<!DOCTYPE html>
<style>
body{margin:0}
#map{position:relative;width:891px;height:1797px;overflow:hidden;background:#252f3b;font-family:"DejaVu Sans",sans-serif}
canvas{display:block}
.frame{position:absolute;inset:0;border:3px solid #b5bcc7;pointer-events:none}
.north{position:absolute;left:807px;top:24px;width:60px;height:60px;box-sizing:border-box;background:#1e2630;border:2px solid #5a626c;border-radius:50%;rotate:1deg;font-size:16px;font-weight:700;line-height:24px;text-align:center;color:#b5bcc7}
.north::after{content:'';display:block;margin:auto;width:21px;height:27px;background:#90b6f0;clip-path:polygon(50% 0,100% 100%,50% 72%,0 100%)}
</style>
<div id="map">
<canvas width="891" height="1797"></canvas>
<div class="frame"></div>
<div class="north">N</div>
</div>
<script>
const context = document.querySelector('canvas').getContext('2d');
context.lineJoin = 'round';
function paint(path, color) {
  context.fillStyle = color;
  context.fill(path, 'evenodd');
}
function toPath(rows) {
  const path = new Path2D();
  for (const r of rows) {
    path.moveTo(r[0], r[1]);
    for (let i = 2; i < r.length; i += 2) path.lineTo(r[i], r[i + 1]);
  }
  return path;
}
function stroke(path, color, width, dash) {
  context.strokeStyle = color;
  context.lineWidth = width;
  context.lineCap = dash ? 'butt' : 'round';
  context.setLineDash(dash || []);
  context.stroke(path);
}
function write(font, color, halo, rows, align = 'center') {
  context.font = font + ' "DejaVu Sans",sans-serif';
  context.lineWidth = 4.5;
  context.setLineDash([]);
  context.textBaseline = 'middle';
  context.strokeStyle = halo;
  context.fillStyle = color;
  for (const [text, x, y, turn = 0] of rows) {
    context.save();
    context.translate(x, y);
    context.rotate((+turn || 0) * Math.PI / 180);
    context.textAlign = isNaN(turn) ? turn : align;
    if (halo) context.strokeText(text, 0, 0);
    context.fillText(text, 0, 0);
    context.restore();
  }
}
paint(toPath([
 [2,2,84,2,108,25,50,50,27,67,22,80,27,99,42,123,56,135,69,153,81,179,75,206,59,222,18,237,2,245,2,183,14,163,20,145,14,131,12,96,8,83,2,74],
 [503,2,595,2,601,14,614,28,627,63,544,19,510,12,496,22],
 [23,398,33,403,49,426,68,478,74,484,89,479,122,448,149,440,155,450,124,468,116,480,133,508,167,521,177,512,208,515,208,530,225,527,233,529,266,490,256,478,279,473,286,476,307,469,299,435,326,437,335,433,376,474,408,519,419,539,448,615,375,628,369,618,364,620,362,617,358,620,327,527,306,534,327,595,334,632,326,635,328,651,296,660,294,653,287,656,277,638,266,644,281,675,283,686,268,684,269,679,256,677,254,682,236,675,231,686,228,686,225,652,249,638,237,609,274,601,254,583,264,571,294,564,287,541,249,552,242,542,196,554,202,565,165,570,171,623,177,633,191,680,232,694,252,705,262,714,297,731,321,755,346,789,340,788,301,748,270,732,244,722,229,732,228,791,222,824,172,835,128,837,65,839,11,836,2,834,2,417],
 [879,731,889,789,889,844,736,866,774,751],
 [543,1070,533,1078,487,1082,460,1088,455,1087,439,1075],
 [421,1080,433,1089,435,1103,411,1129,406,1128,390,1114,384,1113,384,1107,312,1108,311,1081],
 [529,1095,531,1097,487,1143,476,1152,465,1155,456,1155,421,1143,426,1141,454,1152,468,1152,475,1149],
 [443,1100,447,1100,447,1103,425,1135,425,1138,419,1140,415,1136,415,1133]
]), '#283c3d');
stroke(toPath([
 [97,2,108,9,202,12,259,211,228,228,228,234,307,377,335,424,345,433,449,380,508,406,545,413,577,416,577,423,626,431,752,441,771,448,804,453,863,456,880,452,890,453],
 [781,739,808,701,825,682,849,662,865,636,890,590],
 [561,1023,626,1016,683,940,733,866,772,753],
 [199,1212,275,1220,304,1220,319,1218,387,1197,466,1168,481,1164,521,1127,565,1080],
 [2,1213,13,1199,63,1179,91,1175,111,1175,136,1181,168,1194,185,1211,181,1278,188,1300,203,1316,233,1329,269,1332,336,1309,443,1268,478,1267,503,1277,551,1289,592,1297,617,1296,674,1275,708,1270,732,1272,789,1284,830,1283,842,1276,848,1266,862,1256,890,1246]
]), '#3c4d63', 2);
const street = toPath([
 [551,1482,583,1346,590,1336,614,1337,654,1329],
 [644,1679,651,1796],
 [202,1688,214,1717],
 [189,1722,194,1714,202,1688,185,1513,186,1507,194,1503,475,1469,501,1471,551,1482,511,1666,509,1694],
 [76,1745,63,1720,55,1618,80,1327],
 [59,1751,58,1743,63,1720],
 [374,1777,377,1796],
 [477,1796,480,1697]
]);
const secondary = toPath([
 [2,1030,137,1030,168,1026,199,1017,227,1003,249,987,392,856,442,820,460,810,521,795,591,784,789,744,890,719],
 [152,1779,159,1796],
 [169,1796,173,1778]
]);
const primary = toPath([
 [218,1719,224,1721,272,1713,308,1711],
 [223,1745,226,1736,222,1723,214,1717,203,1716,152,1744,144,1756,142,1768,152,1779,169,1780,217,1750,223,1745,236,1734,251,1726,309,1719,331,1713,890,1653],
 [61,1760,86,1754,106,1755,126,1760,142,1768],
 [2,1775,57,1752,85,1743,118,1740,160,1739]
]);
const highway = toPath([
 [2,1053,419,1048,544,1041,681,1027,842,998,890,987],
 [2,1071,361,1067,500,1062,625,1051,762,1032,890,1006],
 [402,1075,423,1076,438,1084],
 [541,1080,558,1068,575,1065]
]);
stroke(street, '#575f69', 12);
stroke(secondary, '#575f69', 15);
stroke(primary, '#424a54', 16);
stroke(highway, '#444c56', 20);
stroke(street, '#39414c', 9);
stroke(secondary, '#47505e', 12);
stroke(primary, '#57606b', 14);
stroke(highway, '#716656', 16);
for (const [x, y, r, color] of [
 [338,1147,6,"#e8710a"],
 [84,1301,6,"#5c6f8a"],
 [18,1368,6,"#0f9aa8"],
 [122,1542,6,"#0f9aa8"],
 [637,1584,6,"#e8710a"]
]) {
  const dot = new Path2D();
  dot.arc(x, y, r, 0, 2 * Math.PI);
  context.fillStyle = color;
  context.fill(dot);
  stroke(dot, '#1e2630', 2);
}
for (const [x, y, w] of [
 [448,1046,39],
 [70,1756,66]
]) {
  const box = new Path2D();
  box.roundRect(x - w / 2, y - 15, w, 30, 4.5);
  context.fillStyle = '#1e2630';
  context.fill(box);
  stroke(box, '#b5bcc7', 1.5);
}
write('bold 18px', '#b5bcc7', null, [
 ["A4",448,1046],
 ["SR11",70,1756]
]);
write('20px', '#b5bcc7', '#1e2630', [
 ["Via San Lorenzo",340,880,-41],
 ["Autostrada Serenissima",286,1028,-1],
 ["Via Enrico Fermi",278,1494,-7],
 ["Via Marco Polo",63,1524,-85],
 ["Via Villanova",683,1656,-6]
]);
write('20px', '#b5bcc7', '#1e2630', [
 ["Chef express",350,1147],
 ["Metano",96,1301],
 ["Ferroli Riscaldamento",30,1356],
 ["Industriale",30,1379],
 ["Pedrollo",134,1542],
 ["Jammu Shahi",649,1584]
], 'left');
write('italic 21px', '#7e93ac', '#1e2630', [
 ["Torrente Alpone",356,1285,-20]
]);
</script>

---

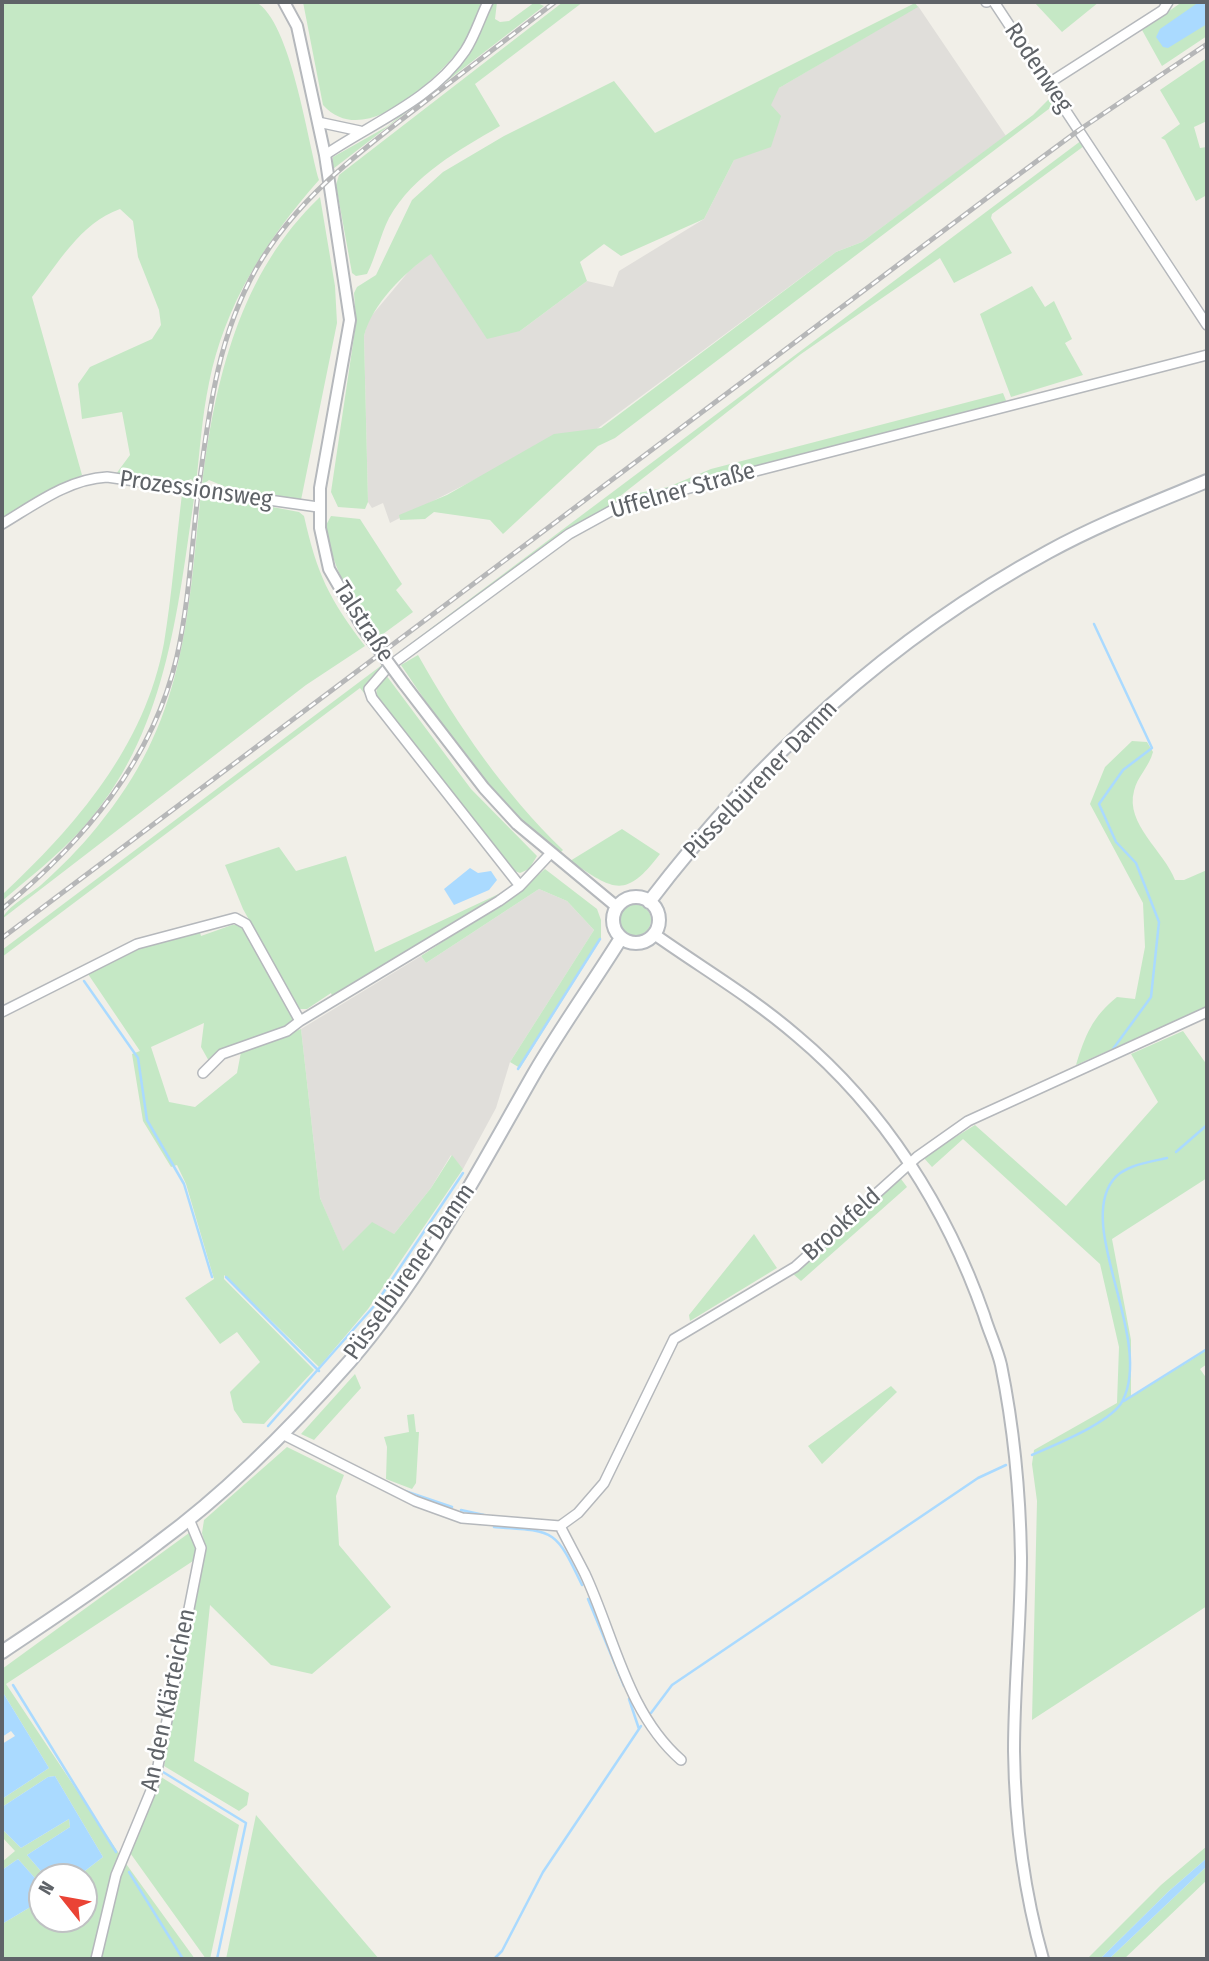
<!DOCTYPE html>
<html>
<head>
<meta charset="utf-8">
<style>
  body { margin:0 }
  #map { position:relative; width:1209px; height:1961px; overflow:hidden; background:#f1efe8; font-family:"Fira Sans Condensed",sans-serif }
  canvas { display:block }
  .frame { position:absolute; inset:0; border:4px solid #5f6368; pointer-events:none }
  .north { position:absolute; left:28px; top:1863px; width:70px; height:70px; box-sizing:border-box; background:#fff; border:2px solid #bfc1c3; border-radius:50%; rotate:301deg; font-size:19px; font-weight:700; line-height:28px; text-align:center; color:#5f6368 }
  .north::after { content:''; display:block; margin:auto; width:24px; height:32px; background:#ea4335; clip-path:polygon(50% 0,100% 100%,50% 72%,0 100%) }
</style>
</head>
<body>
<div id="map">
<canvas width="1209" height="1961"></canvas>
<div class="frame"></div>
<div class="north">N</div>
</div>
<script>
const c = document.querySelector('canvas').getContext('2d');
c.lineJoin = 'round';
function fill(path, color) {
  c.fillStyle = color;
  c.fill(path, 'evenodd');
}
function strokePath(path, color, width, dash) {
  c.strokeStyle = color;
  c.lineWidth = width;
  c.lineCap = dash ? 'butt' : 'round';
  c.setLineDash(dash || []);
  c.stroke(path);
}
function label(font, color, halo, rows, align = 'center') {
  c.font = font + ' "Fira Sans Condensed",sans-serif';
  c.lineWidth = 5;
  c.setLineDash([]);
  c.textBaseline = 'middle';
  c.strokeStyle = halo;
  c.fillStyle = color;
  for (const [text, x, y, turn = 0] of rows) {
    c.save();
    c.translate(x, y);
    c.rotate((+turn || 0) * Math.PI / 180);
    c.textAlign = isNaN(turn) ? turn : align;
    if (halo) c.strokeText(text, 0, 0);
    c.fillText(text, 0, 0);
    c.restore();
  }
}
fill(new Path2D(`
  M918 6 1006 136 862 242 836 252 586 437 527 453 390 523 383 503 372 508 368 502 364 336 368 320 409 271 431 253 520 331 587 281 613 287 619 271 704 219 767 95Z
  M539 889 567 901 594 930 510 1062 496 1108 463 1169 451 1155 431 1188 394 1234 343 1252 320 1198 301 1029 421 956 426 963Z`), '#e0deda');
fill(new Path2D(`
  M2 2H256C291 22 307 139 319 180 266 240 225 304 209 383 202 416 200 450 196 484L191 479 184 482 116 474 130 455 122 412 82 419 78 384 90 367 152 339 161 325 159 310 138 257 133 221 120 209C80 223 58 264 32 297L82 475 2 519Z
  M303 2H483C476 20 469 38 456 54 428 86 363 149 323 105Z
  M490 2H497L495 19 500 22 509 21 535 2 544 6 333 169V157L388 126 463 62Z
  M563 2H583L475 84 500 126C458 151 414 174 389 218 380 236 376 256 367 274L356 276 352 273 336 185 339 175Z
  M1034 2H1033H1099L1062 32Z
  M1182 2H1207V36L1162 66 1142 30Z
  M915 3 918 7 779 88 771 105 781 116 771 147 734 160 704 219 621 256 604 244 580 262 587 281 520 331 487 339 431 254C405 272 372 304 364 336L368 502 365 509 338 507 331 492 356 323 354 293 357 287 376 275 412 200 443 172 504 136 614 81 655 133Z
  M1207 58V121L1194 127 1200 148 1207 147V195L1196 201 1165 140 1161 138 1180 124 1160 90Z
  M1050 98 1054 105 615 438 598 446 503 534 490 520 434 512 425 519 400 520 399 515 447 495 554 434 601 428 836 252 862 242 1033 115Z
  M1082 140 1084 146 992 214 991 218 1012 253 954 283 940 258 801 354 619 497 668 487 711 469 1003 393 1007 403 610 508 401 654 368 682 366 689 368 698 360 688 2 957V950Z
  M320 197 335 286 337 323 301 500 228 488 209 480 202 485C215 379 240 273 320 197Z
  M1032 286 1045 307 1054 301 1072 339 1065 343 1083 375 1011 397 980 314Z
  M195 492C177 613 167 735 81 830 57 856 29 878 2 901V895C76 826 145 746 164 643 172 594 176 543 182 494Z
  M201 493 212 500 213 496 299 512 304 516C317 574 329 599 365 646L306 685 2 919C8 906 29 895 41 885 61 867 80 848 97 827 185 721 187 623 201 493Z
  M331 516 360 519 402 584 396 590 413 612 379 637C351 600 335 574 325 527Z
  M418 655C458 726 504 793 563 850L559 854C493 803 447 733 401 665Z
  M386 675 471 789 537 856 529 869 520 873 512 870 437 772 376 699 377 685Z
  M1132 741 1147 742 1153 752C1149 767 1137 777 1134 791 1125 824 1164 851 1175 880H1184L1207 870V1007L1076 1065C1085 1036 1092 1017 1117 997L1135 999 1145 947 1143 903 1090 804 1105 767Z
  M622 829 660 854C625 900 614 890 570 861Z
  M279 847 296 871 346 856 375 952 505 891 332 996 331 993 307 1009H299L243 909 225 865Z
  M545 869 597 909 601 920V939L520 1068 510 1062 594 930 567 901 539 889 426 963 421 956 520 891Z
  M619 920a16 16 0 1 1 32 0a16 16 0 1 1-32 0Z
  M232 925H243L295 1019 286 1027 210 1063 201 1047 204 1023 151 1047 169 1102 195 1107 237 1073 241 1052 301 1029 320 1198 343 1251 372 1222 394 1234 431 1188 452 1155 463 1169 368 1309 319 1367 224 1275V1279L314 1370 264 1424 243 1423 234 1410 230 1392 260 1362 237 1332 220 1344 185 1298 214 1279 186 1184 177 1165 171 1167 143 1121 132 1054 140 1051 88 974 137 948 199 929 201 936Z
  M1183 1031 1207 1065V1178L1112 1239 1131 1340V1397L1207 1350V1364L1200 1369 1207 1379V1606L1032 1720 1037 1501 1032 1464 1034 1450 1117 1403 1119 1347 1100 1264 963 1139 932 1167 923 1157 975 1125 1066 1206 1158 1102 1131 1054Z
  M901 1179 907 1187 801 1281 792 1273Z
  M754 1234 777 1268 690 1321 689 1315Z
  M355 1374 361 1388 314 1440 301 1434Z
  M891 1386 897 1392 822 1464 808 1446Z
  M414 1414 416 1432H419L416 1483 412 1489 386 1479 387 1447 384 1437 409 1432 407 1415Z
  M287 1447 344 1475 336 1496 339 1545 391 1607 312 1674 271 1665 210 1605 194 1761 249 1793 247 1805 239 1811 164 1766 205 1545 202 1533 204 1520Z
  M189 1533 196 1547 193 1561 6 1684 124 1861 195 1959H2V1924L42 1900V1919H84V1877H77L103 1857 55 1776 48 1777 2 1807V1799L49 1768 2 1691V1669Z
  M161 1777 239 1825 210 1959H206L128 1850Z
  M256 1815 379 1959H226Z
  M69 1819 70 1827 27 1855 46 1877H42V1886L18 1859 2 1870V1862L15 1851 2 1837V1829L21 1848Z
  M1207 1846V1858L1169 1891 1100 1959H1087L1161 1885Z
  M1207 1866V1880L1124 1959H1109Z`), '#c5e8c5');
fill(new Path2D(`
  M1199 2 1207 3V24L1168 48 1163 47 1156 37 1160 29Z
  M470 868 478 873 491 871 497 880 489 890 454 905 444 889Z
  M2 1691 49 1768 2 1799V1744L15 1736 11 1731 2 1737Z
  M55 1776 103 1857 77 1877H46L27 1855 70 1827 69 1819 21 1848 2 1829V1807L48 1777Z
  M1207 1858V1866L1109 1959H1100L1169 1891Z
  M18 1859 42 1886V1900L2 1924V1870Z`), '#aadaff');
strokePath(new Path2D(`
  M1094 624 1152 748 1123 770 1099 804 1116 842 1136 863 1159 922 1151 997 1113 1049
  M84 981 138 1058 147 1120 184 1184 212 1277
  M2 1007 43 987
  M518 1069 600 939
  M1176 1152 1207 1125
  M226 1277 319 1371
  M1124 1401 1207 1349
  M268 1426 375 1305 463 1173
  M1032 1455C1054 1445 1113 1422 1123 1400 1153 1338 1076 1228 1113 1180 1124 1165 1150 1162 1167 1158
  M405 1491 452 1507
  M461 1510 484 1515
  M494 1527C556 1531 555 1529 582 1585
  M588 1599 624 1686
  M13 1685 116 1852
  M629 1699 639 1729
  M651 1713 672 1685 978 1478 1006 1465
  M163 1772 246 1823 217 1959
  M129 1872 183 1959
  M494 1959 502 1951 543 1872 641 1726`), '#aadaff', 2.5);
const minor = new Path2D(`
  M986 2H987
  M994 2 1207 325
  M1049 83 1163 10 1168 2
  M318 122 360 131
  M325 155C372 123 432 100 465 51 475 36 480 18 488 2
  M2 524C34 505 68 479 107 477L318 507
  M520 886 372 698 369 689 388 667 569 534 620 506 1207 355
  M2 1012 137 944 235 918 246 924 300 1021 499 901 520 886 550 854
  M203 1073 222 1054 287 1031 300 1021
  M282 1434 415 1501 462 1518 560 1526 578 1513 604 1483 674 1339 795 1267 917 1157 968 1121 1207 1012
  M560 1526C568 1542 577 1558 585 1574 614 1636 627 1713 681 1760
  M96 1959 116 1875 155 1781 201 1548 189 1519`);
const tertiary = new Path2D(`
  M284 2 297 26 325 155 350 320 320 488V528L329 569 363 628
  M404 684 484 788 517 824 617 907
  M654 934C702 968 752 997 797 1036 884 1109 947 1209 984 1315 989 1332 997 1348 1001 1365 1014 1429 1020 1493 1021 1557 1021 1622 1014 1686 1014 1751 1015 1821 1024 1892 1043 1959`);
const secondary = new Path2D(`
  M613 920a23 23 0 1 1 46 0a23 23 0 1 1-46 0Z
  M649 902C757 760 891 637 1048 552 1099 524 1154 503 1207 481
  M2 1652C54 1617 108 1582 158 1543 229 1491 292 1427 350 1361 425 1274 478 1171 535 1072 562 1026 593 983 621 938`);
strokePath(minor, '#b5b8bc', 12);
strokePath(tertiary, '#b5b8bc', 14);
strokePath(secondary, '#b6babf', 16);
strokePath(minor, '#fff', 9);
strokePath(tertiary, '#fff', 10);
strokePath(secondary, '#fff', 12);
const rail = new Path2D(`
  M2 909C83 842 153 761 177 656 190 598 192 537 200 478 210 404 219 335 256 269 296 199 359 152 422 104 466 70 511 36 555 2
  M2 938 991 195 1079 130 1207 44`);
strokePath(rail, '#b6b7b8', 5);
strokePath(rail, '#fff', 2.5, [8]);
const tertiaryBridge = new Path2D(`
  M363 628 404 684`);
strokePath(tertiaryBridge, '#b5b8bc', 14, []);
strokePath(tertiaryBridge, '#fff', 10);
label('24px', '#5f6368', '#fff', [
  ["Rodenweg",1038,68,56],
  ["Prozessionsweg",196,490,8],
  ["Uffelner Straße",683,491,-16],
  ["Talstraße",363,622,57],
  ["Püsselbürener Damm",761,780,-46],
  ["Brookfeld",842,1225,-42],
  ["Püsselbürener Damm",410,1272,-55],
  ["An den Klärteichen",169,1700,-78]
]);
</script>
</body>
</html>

* **WORK ITEM**
Return each full line of the entries that contains the word "rows".

* **EXERCISE SOLUTION**
function toPath(rows) {
  for (const r of rows) {
function write(font, color, halo, rows, align = 'center') {
  for (const [text, x, y, turn = 0] of rows) {
function label(font, color, halo, rows, align = 'center') {
  for (const [text, x, y, turn = 0] of rows) {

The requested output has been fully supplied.